Ma PAL d’hiver 2015

Ma PAL d'Hiver

 

Je n’ai pas honoré mes engagements avec Ma PAL d’Automne puisque j’ai lu seulement 4 livres sur les 10 prévus. Mais j’aime beaucoup faire des listes alors je me suis amusée à concocter Ma PAL pour cet hiver en conservant quelques titres non lus cet automne.

 

 

# Ru de Kim Thuy

ru

Une femme voyage à travers le désordre des souvenirs : l’enfance dans sa cage d’or à Saigon, l’arrivée du communisme dans le Sud-Vietnam apeuré, la fuite dans le ventre d’un bateau au large du golfe de Siam, l’internement dans un camp de réfugiés en Malaisie, les premiers frissons dans le froid du Québec. Récit entre la guerre et la paix, Ru dit le vide et le trop-plein, l’égarement et la beauté. De ce tumulte, des incidents tragicomiques, des objets ordinaires émergent comme autant de repères d’un parcours. En évoquant un bracelet en acrylique rempli de diamants, des bols bleus cerclés d’argent, Kim Thúy restitue le Vietnam d’hier et d’aujourd’hui avec la maîtrise d’un grand écrivain.

# L’élu de Chaïm Potok

Chaim-Potok-L-Elu

Tandis que l’Amérique vit au rythme de l’avancée alliée en Europe, une partie de base-ball acharnée précipite la rencontre de Danny et Reuven, deux adolescents du quartier de Brooklyn issus de communautés juives radicalement opposées. Malgré leurs différences, naît entre eux une amitié profonde et sincère, défiant un monde que les logiques communautaires étouffent.

 

# Nymphéas noirs de Michel Bussi

9782266222372

Le jour paraît sur Giverny.
Du haut de son moulin, une vieille dame veille, surveille. Le quotidien du village, les cars de touristes… Des silhouettes et des vies. Deux femmes, en particulier, se détachent : l’une, les yeux couleur nymphéa, rêve d’amour et d’évasion ; l’autre, onze ans, ne vit déjà que pour la peinture. Deux femmes qui vont se trouver au coeur d’un tourbillon orageux. Car dans le village de Monet, ou chacun est une énigme, ou chaque âme a son secret, des drames vont venir diluer les illusions et raviver les blessures du passé…

# La petite communiste qui ne souriait jamais de Lola Lafon

La petite communiste qui ne souriait jamais

Retraçant le parcours d’une fée gymnaste qui, dans la Roumanie des années 1980 et sous les yeux émerveillés de la planète entière, mit à mal guerres froides, ordinateurs et records, ce roman dont la lecture politique n’épargne ni le bloc de l’Est ni la version falsifiée qu’en donnait à voir l’Occident délivre une passionnante méditation sur l’invention et l’impitoyable évaluation du corps féminin.

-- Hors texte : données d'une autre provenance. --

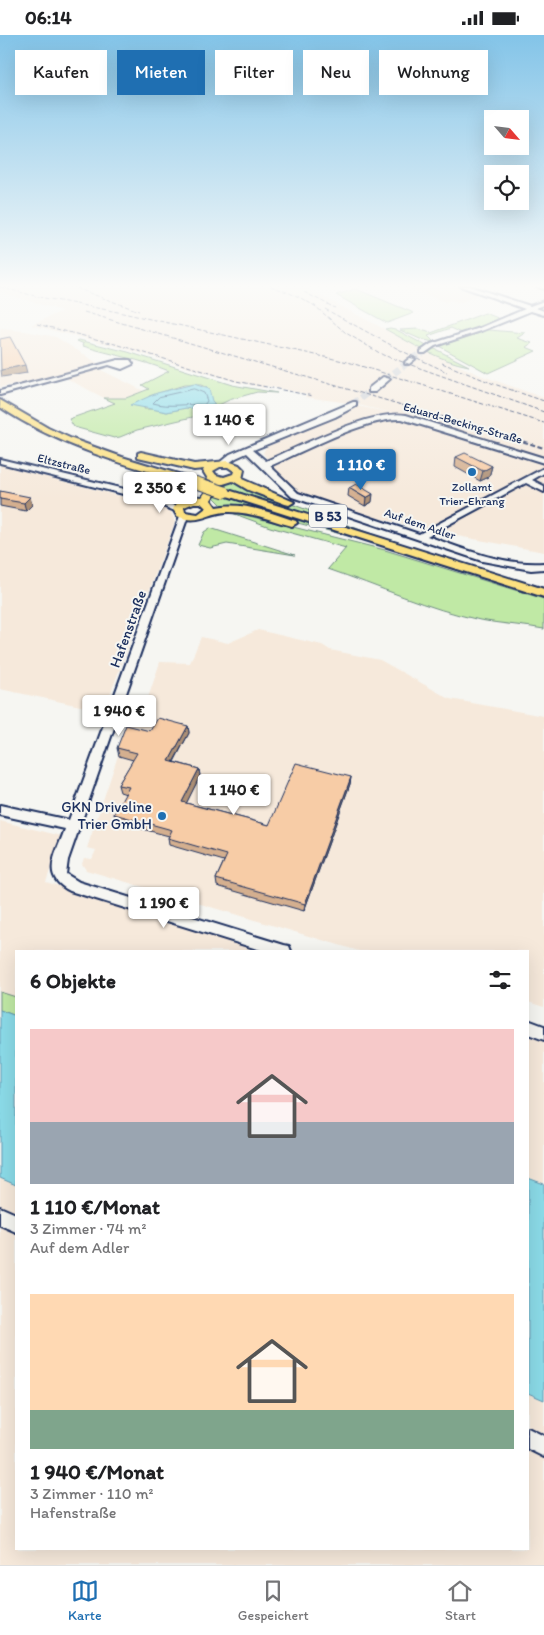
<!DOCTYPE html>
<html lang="de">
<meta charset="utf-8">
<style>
:root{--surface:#fff;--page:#f6f6f6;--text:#202124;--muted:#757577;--line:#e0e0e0;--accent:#1f6fb2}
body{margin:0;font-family:Itim,sans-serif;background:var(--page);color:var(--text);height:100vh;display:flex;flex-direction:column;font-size:19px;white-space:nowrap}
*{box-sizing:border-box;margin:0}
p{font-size:16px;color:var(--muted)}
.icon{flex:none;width:28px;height:28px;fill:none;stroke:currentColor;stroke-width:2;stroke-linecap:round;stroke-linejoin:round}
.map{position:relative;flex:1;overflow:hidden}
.side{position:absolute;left:15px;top:915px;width:514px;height:600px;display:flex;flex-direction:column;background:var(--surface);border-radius:0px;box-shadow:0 5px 20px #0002}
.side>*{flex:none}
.top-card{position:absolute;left:15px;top:15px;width:515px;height:45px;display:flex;gap:10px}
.needle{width:32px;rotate:118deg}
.controls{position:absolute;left:484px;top:75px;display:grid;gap:10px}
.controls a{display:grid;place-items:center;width:45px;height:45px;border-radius:0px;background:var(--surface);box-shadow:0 5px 20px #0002;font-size:25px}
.price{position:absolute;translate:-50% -42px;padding:0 11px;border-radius:5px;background:#fff;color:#222;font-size:16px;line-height:32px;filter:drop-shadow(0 1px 2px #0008)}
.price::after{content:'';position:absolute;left:50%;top:30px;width:15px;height:11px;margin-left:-8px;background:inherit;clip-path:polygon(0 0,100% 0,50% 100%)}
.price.active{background:var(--accent);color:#fff}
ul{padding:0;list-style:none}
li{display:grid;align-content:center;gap:10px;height:265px;padding:0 15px}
li span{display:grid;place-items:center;height:155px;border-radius:0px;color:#555}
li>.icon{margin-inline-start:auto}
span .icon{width:90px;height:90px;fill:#fffc;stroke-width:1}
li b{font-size:21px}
h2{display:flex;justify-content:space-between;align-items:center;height:60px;padding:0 15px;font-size:21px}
.tag{padding:0 18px;border-radius:0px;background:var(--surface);box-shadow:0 5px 20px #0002;font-size:18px;line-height:45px}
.tag.active{background:var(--accent);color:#fff}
.status{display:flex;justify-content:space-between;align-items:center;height:35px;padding:0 25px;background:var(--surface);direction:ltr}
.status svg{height:14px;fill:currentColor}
.tab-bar{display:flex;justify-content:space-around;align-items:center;height:70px;border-top:1px solid var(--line);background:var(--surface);font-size:14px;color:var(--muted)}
.tab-bar a{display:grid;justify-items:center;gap:2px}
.tab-bar .active{color:var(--accent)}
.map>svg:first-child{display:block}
</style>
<div class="status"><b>06:14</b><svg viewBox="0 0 49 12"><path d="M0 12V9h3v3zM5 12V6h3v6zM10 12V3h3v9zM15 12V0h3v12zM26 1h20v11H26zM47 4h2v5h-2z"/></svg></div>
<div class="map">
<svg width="544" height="1530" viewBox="0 0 544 1530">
<rect width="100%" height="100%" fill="#f6f6f2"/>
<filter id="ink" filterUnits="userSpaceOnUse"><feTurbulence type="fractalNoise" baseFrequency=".02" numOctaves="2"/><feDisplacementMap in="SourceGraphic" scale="10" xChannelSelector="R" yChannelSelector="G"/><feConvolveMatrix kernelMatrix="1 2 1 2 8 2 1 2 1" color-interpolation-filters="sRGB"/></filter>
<g filter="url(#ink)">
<g fill="#f6e9db">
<polygon points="0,251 298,251 308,254 432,319 483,341 544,363 544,517 441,498 364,480 298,458 281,442 263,418 266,412 357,371 397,379 349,368 305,362 307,359 267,351 264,353 236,347 122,313 31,290 62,276 0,257"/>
<polygon points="402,251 456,251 480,259 460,268 451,265 445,267"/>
<polygon points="0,294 25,296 56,302 99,329 46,344 0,352"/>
<polygon points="99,334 144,356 126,363 104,363 66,343"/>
<polygon points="0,430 170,474 175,487 104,676 0,654"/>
<polygon points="258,595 322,610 330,615 380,625 450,664 544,681 544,972 528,967 528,916 359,916 86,835 82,829 84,823 92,824 96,815 87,813 132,679 133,677 144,679 149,671 148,663 160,627 190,628 201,602 228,608"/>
<polygon points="0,786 62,801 46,847 264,916 16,916 16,981 0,975"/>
<polygon points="528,1000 544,1005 544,1149 528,1143"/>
<polygon points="0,1143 16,1150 16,1514 528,1514 528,1358 544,1365 544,1530 0,1530"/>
</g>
<g fill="#c0e9a5" stroke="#6e8c82" fill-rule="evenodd">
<polygon points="356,254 414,278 387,288 336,260"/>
<polygon points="485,278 503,285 464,299 451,293 428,301 434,307 420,304 400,295 418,294 431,298"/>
<path d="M390,293L395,294L432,314H435L469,331C439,326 411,308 385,294Z"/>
<polygon points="489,295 525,298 517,303 532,308 526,312 536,316 488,338 439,311"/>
<path d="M79,305L128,317L232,350L277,358L257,357L229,365L197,381L137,395L120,402L114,403L74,392L69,384L115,368L104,363H126L149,354L142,350L169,336C140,324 112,320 83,311L84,309L77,306ZM184,350H201L209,354C210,364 214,368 205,375L186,373L167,377L153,374H144L149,361Z"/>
<polygon points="236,446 262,458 377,501 220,451 225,448"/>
<polygon points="215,458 225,460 361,504 238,473 224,472 214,462"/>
<path d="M232,478H237L385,515L544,564V594C523,590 501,589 480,585C428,574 378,551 328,534L346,513L270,492Z"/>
<polygon points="210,493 295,520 227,509 210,513 198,510 204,497"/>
<polygon points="0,957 16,962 16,981 0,975"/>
</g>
<g fill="#8bdbe8" stroke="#5e96b1">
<polygon points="194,349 209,354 212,366 215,369 205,375 186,373 167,377 130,370 157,358"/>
<polygon points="0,975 16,981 16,1150 0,1143"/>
<polygon points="528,1143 544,1149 544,1365 528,1358"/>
</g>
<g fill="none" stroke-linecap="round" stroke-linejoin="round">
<path stroke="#487495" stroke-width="1" d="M194,354L204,358L207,366L204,370C186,368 170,373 153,368L159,362Z"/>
<g stroke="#caced4" stroke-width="7" stroke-dasharray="7 3" stroke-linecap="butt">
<polyline points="412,324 423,317"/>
<polyline points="386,344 407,328"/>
<polyline points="353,369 372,355"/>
</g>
<g stroke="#1b2f5e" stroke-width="4">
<g id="minor">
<polygon points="460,251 469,251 530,271 544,266 544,270 536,273 544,276 544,280 531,276 484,295 435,311 425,318 421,318 421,316 431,309 480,293 525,274"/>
<polygon points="537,251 544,251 544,254 538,252"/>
<polygon points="410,323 415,324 409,329 405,329 405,327"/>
<polygon points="118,325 130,325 133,329 122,334 109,330 0,360 0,356"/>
<polygon points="383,342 390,344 375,357 369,357 369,353"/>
<path d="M353,367H356V371L335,382L253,415L266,426C299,412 372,374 406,380L544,423V428L402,384C367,382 304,416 270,431L298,458L419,499L544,433V438L532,445L544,451V457L526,448L427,501C464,514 504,531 544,528V534L531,535L482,526L292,462L247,418L236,423L225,431L218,429L230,419Z"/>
<polygon points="0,424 153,461 182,474 175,476 147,465 0,428"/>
<path d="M184,478L188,481L68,825L66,839L79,847L284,910L289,911L291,916H264L70,856C40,841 56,820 65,794L0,780V770L69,785L180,481Z"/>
<polygon points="528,985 544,991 544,1005 528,999"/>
<polygon points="0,1172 16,1179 16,1197 0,1190"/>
<polygon points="528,1393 544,1401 544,1422 528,1414"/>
</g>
</g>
<g stroke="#1b2f5e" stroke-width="4">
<g id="major">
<path d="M0,365L48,393L72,404L122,422L198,445L199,447L194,450L190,449C124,429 58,411 0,372Z"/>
<path d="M141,417L194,429L228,426L239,430L244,435L242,444L294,467L289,470L285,469L248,455L233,446L220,450L211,465L216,472C242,466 271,478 296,486L297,488L292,491C272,486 252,477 230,477C209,476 200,491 177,481L173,474C178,464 191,461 202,462L213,446L208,444L203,436L204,434L194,435L138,422V418ZM220,432H228L234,436L233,439L224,442L216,440L213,436ZM194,468H201L206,473L198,479L185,477L184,472Z"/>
<polygon points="225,454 544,554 544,562 221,459 220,457"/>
</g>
</g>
<use href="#minor" fill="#f6f6f2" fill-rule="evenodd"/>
<use href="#major" fill="#fce080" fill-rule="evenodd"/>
<g stroke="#1b2f5e" stroke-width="1" stroke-dasharray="4.5 2" stroke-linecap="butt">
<polyline points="70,251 139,276"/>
<polyline points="271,251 297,261 315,271 346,298 383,320 544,377"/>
<polyline points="0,252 39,262 118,277 348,327 544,388"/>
<polyline points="304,257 335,273"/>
<polyline points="325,274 402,316 447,337"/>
<polyline points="84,277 477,392"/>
<polyline points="37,289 119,310 236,346 313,361"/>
<polyline points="442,328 494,349 544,366"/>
</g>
<polyline stroke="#1b2f5e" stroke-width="2" stroke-dasharray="5 2.5" stroke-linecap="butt" points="473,391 544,413"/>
<g stroke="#1b2f5e" stroke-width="13" stroke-linecap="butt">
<polyline id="major-bridge" points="194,447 225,457"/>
</g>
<use href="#major-bridge" stroke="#fce080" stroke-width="11"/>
</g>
<g fill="#d4af8f" stroke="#1b2f5e">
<polygon points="456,422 492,431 489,442 480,446 455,432"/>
<polygon points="349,453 372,467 365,471 348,461"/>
<polygon points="0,456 32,470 26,476 0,471"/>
<polygon points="188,691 189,698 174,727 199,734 200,741 186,768 269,790 351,742 350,749 304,876 217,851 216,844 224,826 169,810 168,803 169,801 116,787 114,779 126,759 120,757 118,750 133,725 119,721 117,713 150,696"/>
</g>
<g fill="#ad8f74" stroke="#1b2f5e">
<polygon points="25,330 27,338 2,342 1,335"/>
<polygon points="492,431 489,442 480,446 483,436"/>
<polygon points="373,459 372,467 365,471 366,463"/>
<polygon points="30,462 32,470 26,476 24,468"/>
<polygon points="188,691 189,698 170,733 169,726"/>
<polygon points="199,734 200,741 183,775 182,767"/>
<polygon points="351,742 350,749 304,876 305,869"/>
</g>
<g fill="#f7cca6" stroke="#1b2f5e">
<polygon points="10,302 25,330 1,335 0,304"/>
<polygon points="465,418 492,431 483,436 456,422"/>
<polygon points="356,449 373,459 366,463 349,453"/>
<polygon points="0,456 30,462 24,468 0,464"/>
<polygon points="158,683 188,691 169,726 199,734 182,767 269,790 296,728 351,742 305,869 216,844 227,820 168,803 172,795 114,779 129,752 118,750 137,718 117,713 126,690 150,696"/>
</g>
</g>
<linearGradient id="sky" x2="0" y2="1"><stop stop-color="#83c4e8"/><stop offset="0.54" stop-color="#fbfbf9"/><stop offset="1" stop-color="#fbfbf9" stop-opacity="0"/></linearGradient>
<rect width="544" height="465" fill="url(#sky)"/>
<g fill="#1f6fb2" stroke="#f6f6f2" stroke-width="2">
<circle cx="472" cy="437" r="5"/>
<circle cx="162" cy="781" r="5"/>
</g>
<g text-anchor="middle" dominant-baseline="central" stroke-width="4" stroke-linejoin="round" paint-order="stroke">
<g font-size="12" fill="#1b2f5e" stroke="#f6f6f2">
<text transform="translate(463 388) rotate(16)">Eduard-Becking-Straße</text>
<text transform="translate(64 429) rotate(14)">Eltzstraße</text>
<text transform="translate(420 489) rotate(19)">Auf dem Adler</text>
</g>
<g font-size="12" fill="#1b2f5e" stroke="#f6f6f2">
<text x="472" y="452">Zollamt<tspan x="472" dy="14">Trier-Ehrang</tspan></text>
</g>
<rect fill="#f6f6f2" stroke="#5d6b8a" stroke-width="1" x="309" y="469.5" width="38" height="23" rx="4"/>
<g font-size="14" font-weight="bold" fill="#1b2f5e">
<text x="328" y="481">B 53</text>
</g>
<g font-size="15" fill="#1b2f5e" stroke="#f6f6f2">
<text transform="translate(128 594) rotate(-70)">Hafenstraße</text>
</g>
<g font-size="15" fill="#1b2f5e" stroke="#f6f6f2" text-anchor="end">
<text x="152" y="772">GKN Driveline<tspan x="152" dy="17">Trier GmbH</tspan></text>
</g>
</g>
</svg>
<div class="controls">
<a><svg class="needle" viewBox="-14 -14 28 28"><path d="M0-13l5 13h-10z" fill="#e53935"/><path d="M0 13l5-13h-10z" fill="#757577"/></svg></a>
<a><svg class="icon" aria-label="locate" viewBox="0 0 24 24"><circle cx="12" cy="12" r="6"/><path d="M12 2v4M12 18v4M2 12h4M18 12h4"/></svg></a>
</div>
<b class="price" style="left:229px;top:411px">1 140 €</b>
<b class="price active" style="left:361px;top:456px">1 110 €</b>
<b class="price" style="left:160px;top:479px">2 350 €</b>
<b class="price" style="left:119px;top:702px">1 940 €</b>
<b class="price" style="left:234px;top:781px">1 140 €</b>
<b class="price" style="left:164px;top:894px">1 190 €</b>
<div class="top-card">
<a class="tag">Kaufen</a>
<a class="tag active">Mieten</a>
<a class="tag">Filter</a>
<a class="tag">Neu</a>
<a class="tag">Wohnung</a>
</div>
<section class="side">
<h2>6 Objekte<svg class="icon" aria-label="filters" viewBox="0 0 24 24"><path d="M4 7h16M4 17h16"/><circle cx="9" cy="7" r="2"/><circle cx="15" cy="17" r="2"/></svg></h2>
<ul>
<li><span style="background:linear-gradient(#f6c9c9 60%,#9aa5b1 0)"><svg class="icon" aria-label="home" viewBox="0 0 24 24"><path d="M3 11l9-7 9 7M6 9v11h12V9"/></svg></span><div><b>1 110 €/Monat</b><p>3 Zimmer · 74 m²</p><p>Auf dem Adler</p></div></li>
<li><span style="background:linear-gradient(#ffd9b3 75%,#7fa58c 0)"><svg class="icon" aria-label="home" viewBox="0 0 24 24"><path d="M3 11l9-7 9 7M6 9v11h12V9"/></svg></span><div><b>1 940 €/Monat</b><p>3 Zimmer · 110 m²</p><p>Hafenstraße</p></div></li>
</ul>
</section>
</div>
<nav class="tab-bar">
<a class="active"><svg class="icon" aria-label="map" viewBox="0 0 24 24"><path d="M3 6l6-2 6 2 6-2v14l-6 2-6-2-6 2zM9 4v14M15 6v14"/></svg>Karte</a>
<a><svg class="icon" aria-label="saved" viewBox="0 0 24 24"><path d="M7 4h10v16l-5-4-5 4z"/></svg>Gespeichert</a>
<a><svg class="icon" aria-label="home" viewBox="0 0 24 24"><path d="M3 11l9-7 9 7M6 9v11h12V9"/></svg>Start</a>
</nav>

# Ce pays qui te ressemble de Tobie Nathan

Ce pays qui te ressemble

C’est dans le ghetto juif du Caire que naît, contre toute attente, d’une jeune mère flamboyante et d’un père aveugle, Zohar l’insoumis. Et voici que sa soeur de lait, Masreya, issue de la fange du Delta, danseuse aux ruses d’enchanteresse, le conduit aux portes du pouvoir. Voici aussi les mendiants et les orgueilleux, les filous et les commères de la ruelle, les pauvres et les nantis, petit peuple qui va roulant, criant, se révoltant, espérant et souffrant.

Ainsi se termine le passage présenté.